Ce film devait être réalisé par John Ford mais celui-ci, préoccupé par My Darling Clementine (La Poursuite Infernale), conseilla aux producteurs Charles Enfield et David Loew, d’engager à sa place André DeToth. Ce dernier, d’origine austro-hongroise, ayant fui le nazisme et ayant émigré aux USA, fut intrigué par ce sujet. L’élément moteur en est une femme, qui sous des apparences fragiles, s’avère forte, déterminée, manipulatrice. De plus, cette histoire s’inscrivait dans un western, genre auquel il avait toujours rêvé de se confronter. Qui plus est, lui qui avait donc hérité du casting bâti par John Ford, se retrouva à diriger son épouse de l’époque?: Veronica Lake. André DeToth exigea des producteurs que le film soit filmé en extérieur, dans l’Utah et non en Californie, comme c’était bien souvent le cas, pour des raisons budgétaires. Il voulait que les paysages apparaissent sous un jour nouveau et que la nature participe, dans toutes ses composantes, à ce western qui, pour la première fois, avait une femme au cœur du récit.

Nous sommes en 1870, dans la petite ville de Signal. La belle Connie Dickinson (Veronica Lake) s’est engagée dans une lutte sans merci contre un riche rancher , Frank Ivey (interprété par Preston Foster).
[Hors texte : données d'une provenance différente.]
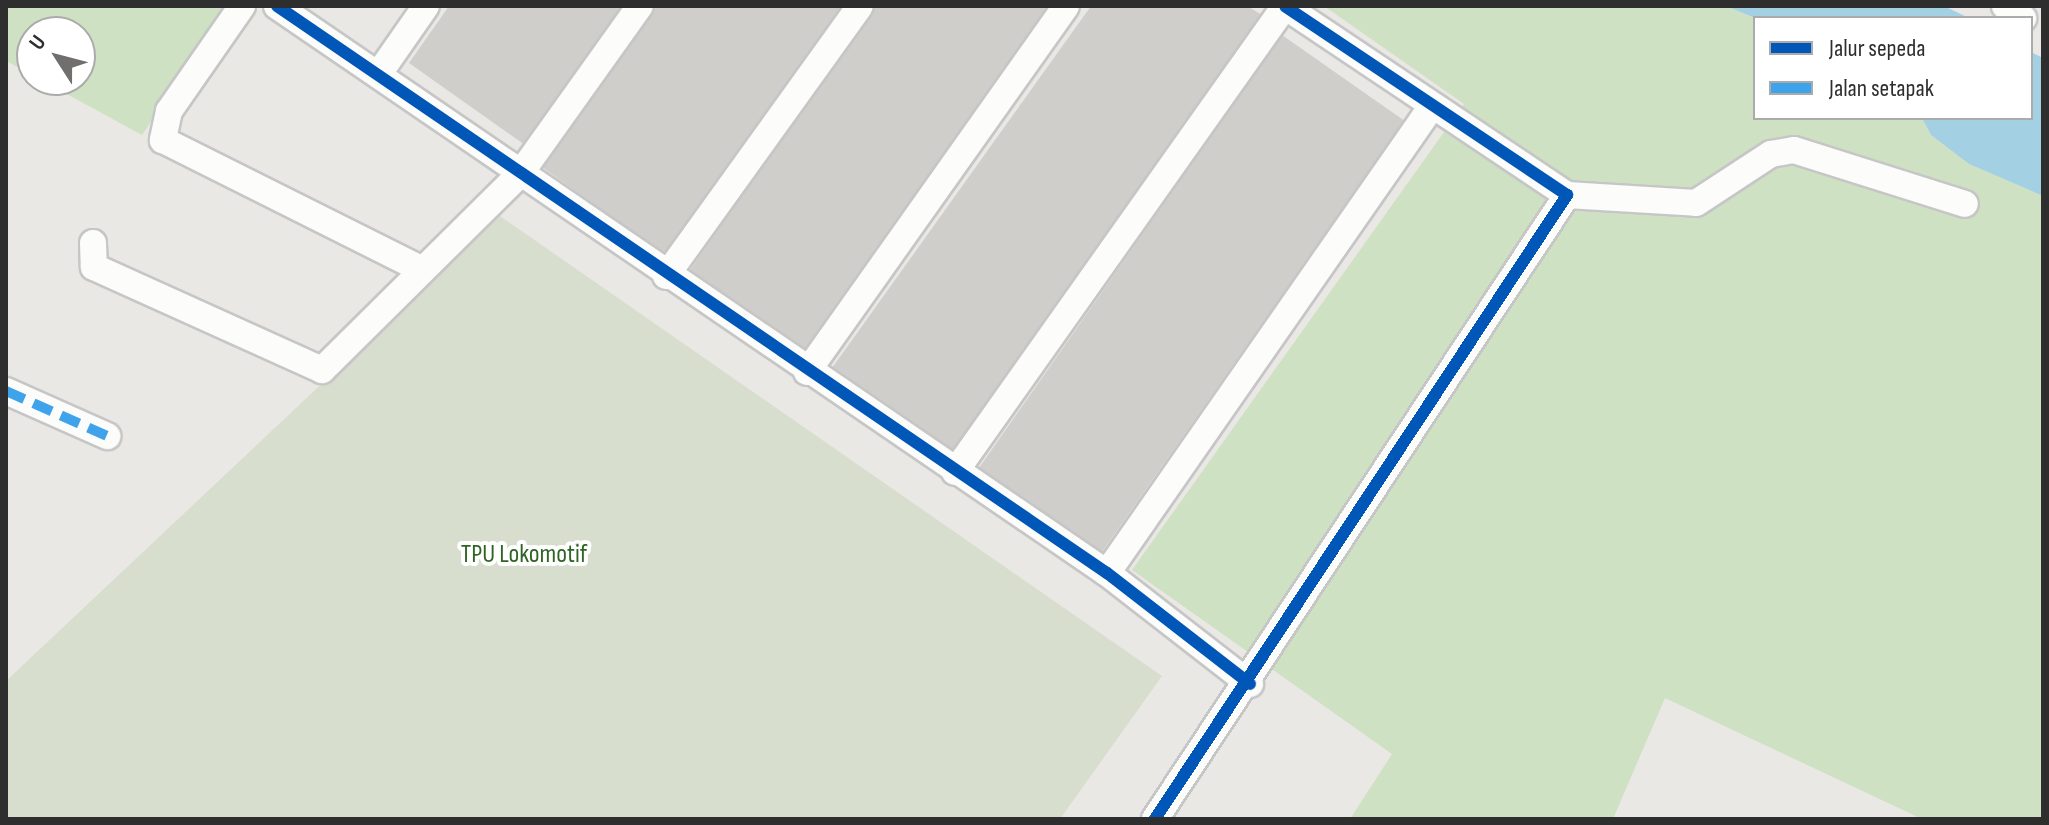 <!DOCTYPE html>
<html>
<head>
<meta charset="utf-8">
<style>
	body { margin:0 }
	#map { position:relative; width:2049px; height:825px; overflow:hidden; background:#eae8e5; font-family:"Sofia Sans Condensed",sans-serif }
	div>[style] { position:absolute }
	.green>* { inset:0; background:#cee1c2 }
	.cemetery>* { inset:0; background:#d7dece }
	.water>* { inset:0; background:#a3d0e2 }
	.building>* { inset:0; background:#d0cecb; transform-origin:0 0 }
	.roads { filter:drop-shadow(2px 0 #c7c6c7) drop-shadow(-2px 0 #c7c6c7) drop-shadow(0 2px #c7c6c7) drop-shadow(0 -2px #c7c6c7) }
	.minor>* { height:26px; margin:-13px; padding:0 13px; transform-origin:13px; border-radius:13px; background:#fcfcfb }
	.quiet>* { height:10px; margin-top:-5px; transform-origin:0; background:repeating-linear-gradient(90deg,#3ea3eb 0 20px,transparent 0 30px) }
	.cycleway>* { height:12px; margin:-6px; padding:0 6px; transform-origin:6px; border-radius:6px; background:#0057b8 }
	span { translate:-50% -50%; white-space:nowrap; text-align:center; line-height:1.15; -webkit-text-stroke:8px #fff; paint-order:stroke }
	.park-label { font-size:26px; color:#306425 }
	.frame { position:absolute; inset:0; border:8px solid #2e2e2e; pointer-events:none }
	.legend { position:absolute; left:1753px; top:16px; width:280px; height:104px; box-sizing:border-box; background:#fff; border:2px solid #ababab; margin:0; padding:10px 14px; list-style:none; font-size:24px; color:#2e2e2e }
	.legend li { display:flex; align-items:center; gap:16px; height:40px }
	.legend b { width:40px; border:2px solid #ababab }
	.north { position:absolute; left:16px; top:16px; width:80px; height:80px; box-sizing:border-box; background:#fff; border:2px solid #ababab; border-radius:50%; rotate:306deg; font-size:22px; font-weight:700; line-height:32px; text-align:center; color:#2e2e2e }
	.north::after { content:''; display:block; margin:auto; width:28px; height:36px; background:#706f6e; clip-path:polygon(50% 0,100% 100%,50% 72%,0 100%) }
</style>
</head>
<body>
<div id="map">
	<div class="green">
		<div style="clip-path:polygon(6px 6px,230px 6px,142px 135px,41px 80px,80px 80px,80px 32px,32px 32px,32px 75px,6px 61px)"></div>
		<div style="clip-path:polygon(1324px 6px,1726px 6px,1755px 18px,1755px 118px,1922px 118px,1931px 135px,1969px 164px,2043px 196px,2043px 819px,1922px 819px,1665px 698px,1613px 819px,1350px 819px,1392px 754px,1132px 570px,1464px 104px)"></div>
	</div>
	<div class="cemetery">
		<div style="clip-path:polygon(500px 216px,1162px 676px,1060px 819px,6px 819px,6px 681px)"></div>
	</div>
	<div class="water">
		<div style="clip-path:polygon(1726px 6px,1944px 6px,1969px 18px,1755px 18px)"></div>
		<div style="clip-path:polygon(2031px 52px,2043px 58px,2043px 196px,1969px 164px,1931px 135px,1922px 118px,2031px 118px)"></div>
	</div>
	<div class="building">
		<div style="clip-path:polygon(449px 6px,623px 6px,525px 145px,409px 63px)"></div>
		<div style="clip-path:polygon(657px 6px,841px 6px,664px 254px,542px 167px)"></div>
		<div style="clip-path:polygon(874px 6px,1055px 6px,810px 357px,688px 273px)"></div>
		<div style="clip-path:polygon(1091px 6px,1247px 6px,1262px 15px,951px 454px,832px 368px)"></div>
		<div style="left:1282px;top:35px;width:149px;height:534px;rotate:35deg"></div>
	</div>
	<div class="roads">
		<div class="minor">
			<div style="left:242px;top:6px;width:128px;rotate:124.8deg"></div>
			<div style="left:169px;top:111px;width:30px;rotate:102deg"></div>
			<div style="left:163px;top:140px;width:288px;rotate:26.6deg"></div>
			<div style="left:277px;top:6px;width:1005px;rotate:34.34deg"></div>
			<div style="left:1107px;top:573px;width:181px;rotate:37.8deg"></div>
			<div style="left:2005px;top:6px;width:22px;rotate:34deg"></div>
			<div style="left:380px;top:72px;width:80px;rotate:-55.1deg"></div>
			<div style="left:1567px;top:195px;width:129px;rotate:3.5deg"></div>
			<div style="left:1696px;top:203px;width:90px;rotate:-33.2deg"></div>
			<div style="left:1771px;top:154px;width:23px;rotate:-10deg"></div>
			<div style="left:1794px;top:150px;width:179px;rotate:17.5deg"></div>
			<div style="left:93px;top:243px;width:24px;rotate:88deg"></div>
			<div style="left:94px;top:267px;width:250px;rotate:24.3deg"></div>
			<div style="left:322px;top:370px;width:279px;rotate:-44.7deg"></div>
			<div style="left:520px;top:174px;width:206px;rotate:-54.5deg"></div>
			<div style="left:666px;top:276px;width:332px;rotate:-54.3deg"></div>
			<div style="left:807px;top:372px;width:448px;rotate:-54.7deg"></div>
			<div style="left:6px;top:391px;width:111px;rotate:24deg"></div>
			<div style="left:955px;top:472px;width:571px;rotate:-54.7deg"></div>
			<div style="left:1107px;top:573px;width:565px;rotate:-55.16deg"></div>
			<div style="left:1155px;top:819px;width:748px;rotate:-56.56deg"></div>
			<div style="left:1567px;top:195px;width:339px;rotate:-146.2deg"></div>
		</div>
	</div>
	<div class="quiet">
		<div style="left:6px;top:391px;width:111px;rotate:24deg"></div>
	</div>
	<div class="cycleway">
		<div style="left:277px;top:6px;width:1005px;rotate:34.34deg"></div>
		<div style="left:1107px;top:573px;width:181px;rotate:37.8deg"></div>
		<div style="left:1155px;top:819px;width:748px;rotate:-56.56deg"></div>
		<div style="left:1567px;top:195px;width:339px;rotate:-146.2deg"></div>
	</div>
	<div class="park-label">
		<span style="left:524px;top:555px">TPU Lokomotif</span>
	</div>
	<div class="frame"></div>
	<ul class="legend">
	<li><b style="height:10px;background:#0057b8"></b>Jalur sepeda</li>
	<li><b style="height:10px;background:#3ea3eb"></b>Jalan setapak</li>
	</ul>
	<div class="north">U</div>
</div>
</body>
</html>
Leur problème est le contrôle des pâturages environnants au-delà du fait que le père de Connie désirerait qu’elle épouse Frank et non ce Walt Shipley, cet éleveur de moutons qui dévastent les pâturages non pas en mangeant simplement l’herbe mais en en arrachant les racines. Dans sa lutte, Connie sera accompagnée par Dave Nash (incarné par Joel McCrea), dont le passé d’alcoolique taciturne ne lui facilitera pas la tache.

On est plongé dès le début dans cette histoire qui est menée sans temps morts. Filmé très souvent en travelling, y compris dans les décors naturels. Ce qui fait dire à Bertrand Tavernier, dans les Bonus, que « ?Ce n’est pas un film de feignants? », au regard de la mise en place complexe des moyens de l’époque.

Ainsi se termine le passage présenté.